• Extracted entries
-=-=-

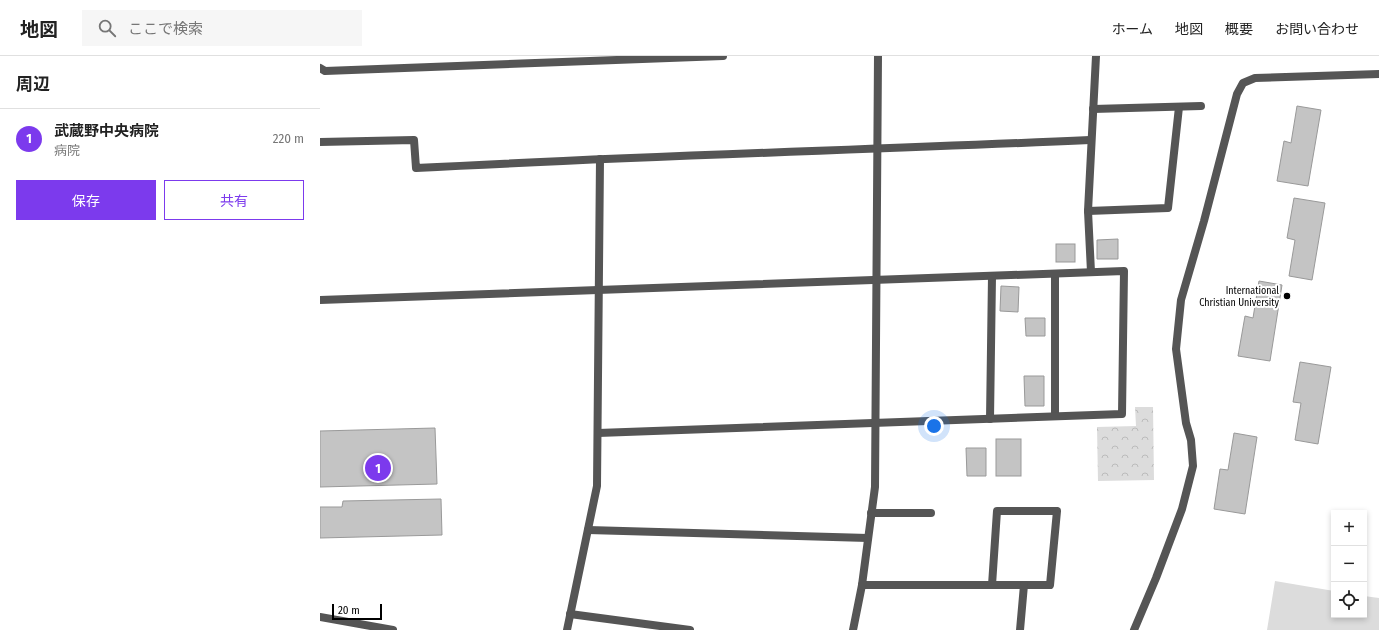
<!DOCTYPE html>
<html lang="ja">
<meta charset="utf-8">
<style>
body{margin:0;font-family:"Fira Sans Condensed","Noto Sans JP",sans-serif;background:#f6f6f6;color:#222}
.controls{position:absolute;right:12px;bottom:12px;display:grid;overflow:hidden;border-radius:0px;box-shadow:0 2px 6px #0003}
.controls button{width:36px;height:36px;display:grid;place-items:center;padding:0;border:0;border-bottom:1px solid #e0e0e0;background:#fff;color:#222;font:20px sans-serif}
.scale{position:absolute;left:12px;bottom:10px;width:50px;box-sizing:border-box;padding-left:4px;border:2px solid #000;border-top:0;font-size:11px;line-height:14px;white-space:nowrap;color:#000;-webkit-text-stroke:3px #fff;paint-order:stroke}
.you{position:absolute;left:614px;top:370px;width:14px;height:14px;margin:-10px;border:3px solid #fff;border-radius:50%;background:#1a73e8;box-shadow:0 0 0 6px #1a73e833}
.badge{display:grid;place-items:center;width:26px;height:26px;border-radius:50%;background:#7c3aed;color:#fff;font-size:13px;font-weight:700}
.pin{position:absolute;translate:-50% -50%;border:2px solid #fff;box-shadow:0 1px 4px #0006}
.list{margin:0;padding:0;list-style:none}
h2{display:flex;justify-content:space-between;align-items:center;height:52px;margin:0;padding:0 16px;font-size:17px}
h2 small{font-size:13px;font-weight:400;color:#767676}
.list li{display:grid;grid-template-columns:26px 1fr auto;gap:12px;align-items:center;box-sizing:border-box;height:60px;padding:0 16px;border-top:1px solid #e0e0e0}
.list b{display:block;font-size:15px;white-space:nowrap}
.list p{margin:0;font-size:13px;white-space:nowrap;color:#767676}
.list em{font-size:13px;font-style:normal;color:#767676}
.actions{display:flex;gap:8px;padding:12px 16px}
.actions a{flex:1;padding:9px 0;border:1px solid #7c3aed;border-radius:0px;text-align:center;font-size:14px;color:#7c3aed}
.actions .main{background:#7c3aed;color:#fff}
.icon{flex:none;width:22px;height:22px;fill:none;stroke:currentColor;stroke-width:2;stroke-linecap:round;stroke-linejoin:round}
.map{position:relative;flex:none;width:1059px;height:574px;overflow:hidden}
header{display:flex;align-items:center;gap:24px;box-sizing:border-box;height:56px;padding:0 20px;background:#fff;border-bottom:1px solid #e0e0e0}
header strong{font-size:19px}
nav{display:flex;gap:22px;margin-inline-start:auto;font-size:14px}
.search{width:280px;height:36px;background:#f6f6f6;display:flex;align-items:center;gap:10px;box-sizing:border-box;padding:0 14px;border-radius:0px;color:#767676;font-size:15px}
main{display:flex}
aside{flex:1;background:#fff}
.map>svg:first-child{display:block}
</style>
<header>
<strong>地図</strong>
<div class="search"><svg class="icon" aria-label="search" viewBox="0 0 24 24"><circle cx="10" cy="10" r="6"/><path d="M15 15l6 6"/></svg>ここで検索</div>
<nav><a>ホーム</a><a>地図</a><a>概要</a><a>お問い合わせ</a></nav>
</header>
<main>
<aside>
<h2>周辺<small></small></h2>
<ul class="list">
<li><span class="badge">1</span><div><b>武蔵野中央病院</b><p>病院</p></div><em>220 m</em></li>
</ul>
<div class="actions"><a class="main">保存</a><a>共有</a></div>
</aside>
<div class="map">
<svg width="1059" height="574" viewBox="0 0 1059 574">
<defs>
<pattern id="forest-crowns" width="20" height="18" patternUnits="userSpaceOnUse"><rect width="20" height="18" fill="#dcdcdc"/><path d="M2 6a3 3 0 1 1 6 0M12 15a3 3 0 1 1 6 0" fill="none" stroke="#bbb"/></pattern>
</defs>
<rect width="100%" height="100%" fill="#fff"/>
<!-- forest -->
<polygon fill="url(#forest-crowns)" points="815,351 833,351 834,424 778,425 777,371 816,370"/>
<!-- pitch -->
<polygon fill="#dcdcdc" points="955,525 1014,535 1014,559 1044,559 1044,540 1059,542 1059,574 947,574"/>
<!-- building -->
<g fill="#c4c4c4" stroke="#999">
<polygon points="977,50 1001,54 988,130 957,125 964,85 971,87"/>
<polygon points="974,142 1005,147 992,224 969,220 975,184 967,182"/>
<polygon points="798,183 798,203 777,203 777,184"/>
<rect x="736" y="188" width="19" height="18"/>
<polygon points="939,225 962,229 950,305 918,300 925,260 933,262"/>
<polygon points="681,230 699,231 698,256 680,255"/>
<polygon points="705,262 725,262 725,280 706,280"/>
<polygon points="980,306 1011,311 998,388 975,384 981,347 973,346"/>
<polygon points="704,320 724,320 724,350 705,350"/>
<polygon points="115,372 117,428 0,431 0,375"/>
<polygon points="914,377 937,381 925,458 894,453 900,413 908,414"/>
<rect x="676" y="383" width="25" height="37"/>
<polygon points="646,392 666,392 666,420 647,420"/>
<polygon points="121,443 122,479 0,482 0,451 22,451 23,445"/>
</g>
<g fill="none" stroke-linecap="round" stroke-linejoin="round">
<!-- lane -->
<g stroke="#555" stroke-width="8">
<polyline points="773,53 881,50"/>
<polyline points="768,155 848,152 859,51"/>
<polyline points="551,457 611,457"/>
<polyline points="542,529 730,529 737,455 677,455 672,529"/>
<polyline points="700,574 704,529"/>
<polyline points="814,574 836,522 862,453 873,410 871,384 866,367 856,293 861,244 884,165 917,38 923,27 935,22 1059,18"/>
</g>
<!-- street -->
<g stroke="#555" stroke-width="8">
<polyline points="0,12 5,15 403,0"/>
<path d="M0,86l94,-2 2,28c225,-12 450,-18 674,-28"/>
<polyline points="771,216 768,155 776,0"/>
<polyline points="735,218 735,360"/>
<polyline points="0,244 804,215 802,358 278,377"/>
<polyline points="670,363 672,220"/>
<polyline points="268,474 548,482"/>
<polyline points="250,558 370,574"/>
<polyline points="0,561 73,574"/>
<polyline points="247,574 277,430 280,103"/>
<polyline points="533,574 542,529 555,431 558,0"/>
</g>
</g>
<!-- markers -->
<circle fill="#000" stroke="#fff" stroke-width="1.5" cx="967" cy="240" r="4"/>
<g text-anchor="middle" stroke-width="4" stroke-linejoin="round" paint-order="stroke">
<!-- poi labels -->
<g font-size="10" fill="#000" stroke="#fff" text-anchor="end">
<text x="959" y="238">International<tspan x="959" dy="12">Christian University</tspan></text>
</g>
</g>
</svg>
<div class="controls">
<button>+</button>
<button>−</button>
<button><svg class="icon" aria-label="locate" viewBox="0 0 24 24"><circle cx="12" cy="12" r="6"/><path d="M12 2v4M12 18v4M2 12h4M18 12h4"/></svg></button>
</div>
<div class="scale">20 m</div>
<div class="you"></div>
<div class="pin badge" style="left:58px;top:412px">1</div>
</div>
</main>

-=-=-

• What is required
Search the lines above for the string "paint", then show every one that has it.

• Response box
.scale{position:absolute;left:12px;bottom:10px;width:50px;box-sizing:border-box;padding-left:4px;border:2px solid #000;border-top:0;font-size:11px;line-height:14px;white-space:nowrap;color:#000;-webkit-text-stroke:3px #fff;paint-order:stroke}
<g text-anchor="middle" stroke-width="4" stroke-linejoin="round" paint-order="stroke">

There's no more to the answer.